Au cours des siècles, les sociétés occidentales sont passées du clan à la familia à l'intérieur du clan, puis à la conception individualiste moderne. Le patrimoine n'est donc plus celui d'un clan ou d'une famille, qui se survivent et se régénèrent, mais du seul individu mortel. La doctrine actuelle de la théorie des deux personnes, personne physique et personne morale, voit également disparaître l'entité familiale incarnée par ses membres, au profit, d'un côté, d'une personne physique identifiée à l'être humain, et d'où toute idée de continuité a disparu, et, de l'autre, une personne morale censée perpétuelle mais parfaitement désincarnée.
Pourtant, "les outils les plus importants du système capitaliste ont été forgés au sein de l'institution de la famille", et l'auteur montre ici, dans le prolongement des Leçons n °2, La Réification de la parole et autres fictions, que l'origine commune des différents mécanismes permettant la création d'un patrimoine d'affectation remonte, dans le droit romain, au pécule.
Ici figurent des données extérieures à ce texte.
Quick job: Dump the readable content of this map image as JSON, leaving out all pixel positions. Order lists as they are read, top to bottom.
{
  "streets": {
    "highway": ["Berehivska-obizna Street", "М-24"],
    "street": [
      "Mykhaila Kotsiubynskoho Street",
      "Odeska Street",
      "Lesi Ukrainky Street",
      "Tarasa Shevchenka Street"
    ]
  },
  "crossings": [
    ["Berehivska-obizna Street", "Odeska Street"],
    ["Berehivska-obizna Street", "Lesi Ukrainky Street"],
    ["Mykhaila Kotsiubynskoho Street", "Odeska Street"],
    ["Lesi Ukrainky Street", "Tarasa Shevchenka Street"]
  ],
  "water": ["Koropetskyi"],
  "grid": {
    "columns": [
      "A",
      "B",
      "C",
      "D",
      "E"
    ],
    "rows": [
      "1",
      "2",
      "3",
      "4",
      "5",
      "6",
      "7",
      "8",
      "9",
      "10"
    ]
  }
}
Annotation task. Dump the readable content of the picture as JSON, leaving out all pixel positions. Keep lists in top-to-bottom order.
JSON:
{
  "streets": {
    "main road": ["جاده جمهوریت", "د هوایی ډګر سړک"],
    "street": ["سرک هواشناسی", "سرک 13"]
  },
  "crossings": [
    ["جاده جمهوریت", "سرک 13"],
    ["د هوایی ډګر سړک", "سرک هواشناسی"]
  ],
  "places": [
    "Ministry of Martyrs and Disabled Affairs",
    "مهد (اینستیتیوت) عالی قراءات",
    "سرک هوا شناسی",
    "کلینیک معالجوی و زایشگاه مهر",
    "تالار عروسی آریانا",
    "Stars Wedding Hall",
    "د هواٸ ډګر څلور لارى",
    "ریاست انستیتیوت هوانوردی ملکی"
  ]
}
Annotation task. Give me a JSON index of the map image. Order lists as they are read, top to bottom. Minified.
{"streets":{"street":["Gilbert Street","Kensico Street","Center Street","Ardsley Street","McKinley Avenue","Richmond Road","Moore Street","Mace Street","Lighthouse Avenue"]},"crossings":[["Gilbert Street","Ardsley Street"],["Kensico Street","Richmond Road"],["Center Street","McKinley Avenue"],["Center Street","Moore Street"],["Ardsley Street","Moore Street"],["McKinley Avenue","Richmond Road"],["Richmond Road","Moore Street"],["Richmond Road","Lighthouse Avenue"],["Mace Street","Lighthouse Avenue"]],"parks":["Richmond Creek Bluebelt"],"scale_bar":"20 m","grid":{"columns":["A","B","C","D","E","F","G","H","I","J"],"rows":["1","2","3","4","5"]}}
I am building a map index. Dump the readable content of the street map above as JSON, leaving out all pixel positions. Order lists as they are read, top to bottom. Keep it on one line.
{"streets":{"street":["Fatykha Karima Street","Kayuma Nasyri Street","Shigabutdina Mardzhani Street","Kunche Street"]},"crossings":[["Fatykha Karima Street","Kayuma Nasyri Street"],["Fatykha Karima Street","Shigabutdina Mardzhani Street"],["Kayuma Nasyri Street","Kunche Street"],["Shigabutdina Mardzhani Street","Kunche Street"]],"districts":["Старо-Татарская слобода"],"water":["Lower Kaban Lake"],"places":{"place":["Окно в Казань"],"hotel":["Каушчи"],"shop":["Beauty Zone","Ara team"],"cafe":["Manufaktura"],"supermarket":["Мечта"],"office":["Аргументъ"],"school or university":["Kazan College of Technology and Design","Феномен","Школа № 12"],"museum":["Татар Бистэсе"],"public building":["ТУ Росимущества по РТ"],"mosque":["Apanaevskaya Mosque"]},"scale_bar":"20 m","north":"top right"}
Séparation des biens de l'entreprise de ceux de la famille, des biens propres de ceux issus d'un héritage, communauté conjugale, commandite, dot, tutelle et même faillite, "le pécule contient en quelque sorte en puissance tout le système de la société de capitaux".
Damien Viguier, docteur en droit privé et sciences criminelles, est chargé d'enseignement et avocat à la Cour. Il publie régulièrement dans des revues spécialisées.